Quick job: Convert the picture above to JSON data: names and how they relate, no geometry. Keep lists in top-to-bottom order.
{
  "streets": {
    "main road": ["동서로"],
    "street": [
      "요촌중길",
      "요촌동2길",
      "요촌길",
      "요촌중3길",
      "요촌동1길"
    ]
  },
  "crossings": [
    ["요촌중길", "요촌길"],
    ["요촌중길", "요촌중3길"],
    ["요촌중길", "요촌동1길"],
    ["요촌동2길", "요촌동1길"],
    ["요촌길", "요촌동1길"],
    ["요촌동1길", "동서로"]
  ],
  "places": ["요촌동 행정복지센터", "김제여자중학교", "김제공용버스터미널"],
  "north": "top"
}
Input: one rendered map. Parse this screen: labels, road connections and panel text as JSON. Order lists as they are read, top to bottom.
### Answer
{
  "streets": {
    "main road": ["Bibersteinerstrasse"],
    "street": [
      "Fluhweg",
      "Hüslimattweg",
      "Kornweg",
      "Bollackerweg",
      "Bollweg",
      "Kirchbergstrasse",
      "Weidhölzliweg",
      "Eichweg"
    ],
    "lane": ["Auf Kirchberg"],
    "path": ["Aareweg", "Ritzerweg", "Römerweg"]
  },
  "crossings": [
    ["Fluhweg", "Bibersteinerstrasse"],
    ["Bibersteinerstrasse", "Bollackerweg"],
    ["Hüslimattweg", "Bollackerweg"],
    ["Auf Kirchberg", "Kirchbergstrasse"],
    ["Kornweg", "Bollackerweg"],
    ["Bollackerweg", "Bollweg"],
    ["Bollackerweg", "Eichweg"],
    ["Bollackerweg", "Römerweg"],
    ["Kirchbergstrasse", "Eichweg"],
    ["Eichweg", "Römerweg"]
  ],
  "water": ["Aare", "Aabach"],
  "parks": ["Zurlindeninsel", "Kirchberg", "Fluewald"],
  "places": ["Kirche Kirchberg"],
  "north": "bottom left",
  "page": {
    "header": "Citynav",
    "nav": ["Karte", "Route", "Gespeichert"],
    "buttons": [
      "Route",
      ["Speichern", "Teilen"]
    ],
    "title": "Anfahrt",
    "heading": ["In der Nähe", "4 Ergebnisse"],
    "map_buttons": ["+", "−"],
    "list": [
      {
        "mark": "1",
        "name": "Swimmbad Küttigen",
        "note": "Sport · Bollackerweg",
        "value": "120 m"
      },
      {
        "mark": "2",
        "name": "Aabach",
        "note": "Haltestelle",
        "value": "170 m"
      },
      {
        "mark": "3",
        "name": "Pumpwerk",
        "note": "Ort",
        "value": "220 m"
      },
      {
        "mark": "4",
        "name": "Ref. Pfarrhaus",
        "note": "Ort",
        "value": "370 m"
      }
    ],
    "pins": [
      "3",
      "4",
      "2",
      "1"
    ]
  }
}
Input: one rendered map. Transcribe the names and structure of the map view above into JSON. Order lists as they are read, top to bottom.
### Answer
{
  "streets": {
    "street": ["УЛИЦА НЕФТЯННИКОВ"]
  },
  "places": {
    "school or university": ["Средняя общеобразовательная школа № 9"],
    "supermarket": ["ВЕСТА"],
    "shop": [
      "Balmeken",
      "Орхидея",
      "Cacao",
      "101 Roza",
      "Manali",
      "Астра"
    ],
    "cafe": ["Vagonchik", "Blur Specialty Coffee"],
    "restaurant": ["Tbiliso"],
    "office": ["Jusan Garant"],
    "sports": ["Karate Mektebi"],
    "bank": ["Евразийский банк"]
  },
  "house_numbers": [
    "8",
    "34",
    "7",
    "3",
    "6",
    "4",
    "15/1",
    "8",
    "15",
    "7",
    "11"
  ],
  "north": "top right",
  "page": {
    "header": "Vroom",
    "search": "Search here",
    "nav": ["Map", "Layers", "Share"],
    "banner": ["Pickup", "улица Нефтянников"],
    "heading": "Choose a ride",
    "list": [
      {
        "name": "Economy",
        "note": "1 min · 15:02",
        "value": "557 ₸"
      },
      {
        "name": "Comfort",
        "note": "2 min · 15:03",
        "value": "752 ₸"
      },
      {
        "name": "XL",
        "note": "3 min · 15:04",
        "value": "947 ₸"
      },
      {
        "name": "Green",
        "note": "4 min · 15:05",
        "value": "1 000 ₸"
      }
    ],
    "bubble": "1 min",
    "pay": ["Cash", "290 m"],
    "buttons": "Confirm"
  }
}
++++++++++
- **ASSIGNMENT**
Across the whole listing, every line must be copied exactly.

- **FINISHED TASK**
Quick job: Convert the picture above to JSON data: names and how they relate, no geometry. Keep lists in top-to-bottom order.
{
  "streets": {
    "main road": ["동서로"],
    "street": [
      "요촌중길",
      "요촌동2길",
      "요촌길",
      "요촌중3길",
      "요촌동1길"
    ]
  },
  "crossings": [
    ["요촌중길", "요촌길"],
    ["요촌중길", "요촌중3길"],
    ["요촌중길", "요촌동1길"],
    ["요촌동2길", "요촌동1길"],
    ["요촌길", "요촌동1길"],
    ["요촌동1길", "동서로"]
  ],
  "places": ["요촌동 행정복지센터", "김제여자중학교", "김제공용버스터미널"],
  "north": "top"
}
Input: one rendered map. Parse this screen: labels, road connections and panel text as JSON. Order lists as they are read, top to bottom.
### Answer
{
  "streets": {
    "main road": ["Bibersteinerstrasse"],
    "street": [
      "Fluhweg",
      "Hüslimattweg",
      "Kornweg",
      "Bollackerweg",
      "Bollweg",
      "Kirchbergstrasse",
      "Weidhölzliweg",
      "Eichweg"
    ],
    "lane": ["Auf Kirchberg"],
    "path": ["Aareweg", "Ritzerweg", "Römerweg"]
  },
  "crossings": [
    ["Fluhweg", "Bibersteinerstrasse"],
    ["Bibersteinerstrasse", "Bollackerweg"],
    ["Hüslimattweg", "Bollackerweg"],
    ["Auf Kirchberg", "Kirchbergstrasse"],
    ["Kornweg", "Bollackerweg"],
    ["Bollackerweg", "Bollweg"],
    ["Bollackerweg", "Eichweg"],
    ["Bollackerweg", "Römerweg"],
    ["Kirchbergstrasse", "Eichweg"],
    ["Eichweg", "Römerweg"]
  ],
  "water": ["Aare", "Aabach"],
  "parks": ["Zurlindeninsel", "Kirchberg", "Fluewald"],
  "places": ["Kirche Kirchberg"],
  "north": "bottom left",
  "page": {
    "header": "Citynav",
    "nav": ["Karte", "Route", "Gespeichert"],
    "buttons": [
      "Route",
      ["Speichern", "Teilen"]
    ],
    "title": "Anfahrt",
    "heading": ["In der Nähe", "4 Ergebnisse"],
    "map_buttons": ["+", "−"],
    "list": [
      {
        "mark": "1",
        "name": "Swimmbad Küttigen",
        "note": "Sport · Bollackerweg",
        "value": "120 m"
      },
      {
        "mark": "2",
        "name": "Aabach",
        "note": "Haltestelle",
        "value": "170 m"
      },
      {
        "mark": "3",
        "name": "Pumpwerk",
        "note": "Ort",
        "value": "220 m"
      },
      {
        "mark": "4",
        "name": "Ref. Pfarrhaus",
        "note": "Ort",
        "value": "370 m"
      }
    ],
    "pins": [
      "3",
      "4",
      "2",
      "1"
    ]
  }
}
Input: one rendered map. Transcribe the names and structure of the map view above into JSON. Order lists as they are read, top to bottom.
### Answer
{
  "streets": {
    "street": ["УЛИЦА НЕФТЯННИКОВ"]
  },
  "places": {
    "school or university": ["Средняя общеобразовательная школа № 9"],
    "supermarket": ["ВЕСТА"],
    "shop": [
      "Balmeken",
      "Орхидея",
      "Cacao",
      "101 Roza",
      "Manali",
      "Астра"
    ],
    "cafe": ["Vagonchik", "Blur Specialty Coffee"],
    "restaurant": ["Tbiliso"],
    "office": ["Jusan Garant"],
    "sports": ["Karate Mektebi"],
    "bank": ["Евразийский банк"]
  },
  "house_numbers": [
    "8",
    "34",
    "7",
    "3",
    "6",
    "4",
    "15/1",
    "8",
    "15",
    "7",
    "11"
  ],
  "north": "top right",
  "page": {
    "header": "Vroom",
    "search": "Search here",
    "nav": ["Map", "Layers", "Share"],
    "banner": ["Pickup", "улица Нефтянников"],
    "heading": "Choose a ride",
    "list": [
      {
        "name": "Economy",
        "note": "1 min · 15:02",
        "value": "557 ₸"
      },
      {
        "name": "Comfort",
        "note": "2 min · 15:03",
        "value": "752 ₸"
      },
      {
        "name": "XL",
        "note": "3 min · 15:04",
        "value": "947 ₸"
      },
      {
        "name": "Green",
        "note": "4 min · 15:05",
        "value": "1 000 ₸"
      }
    ],
    "bubble": "1 min",
    "pay": ["Cash", "290 m"],
    "buttons": "Confirm"
  }
}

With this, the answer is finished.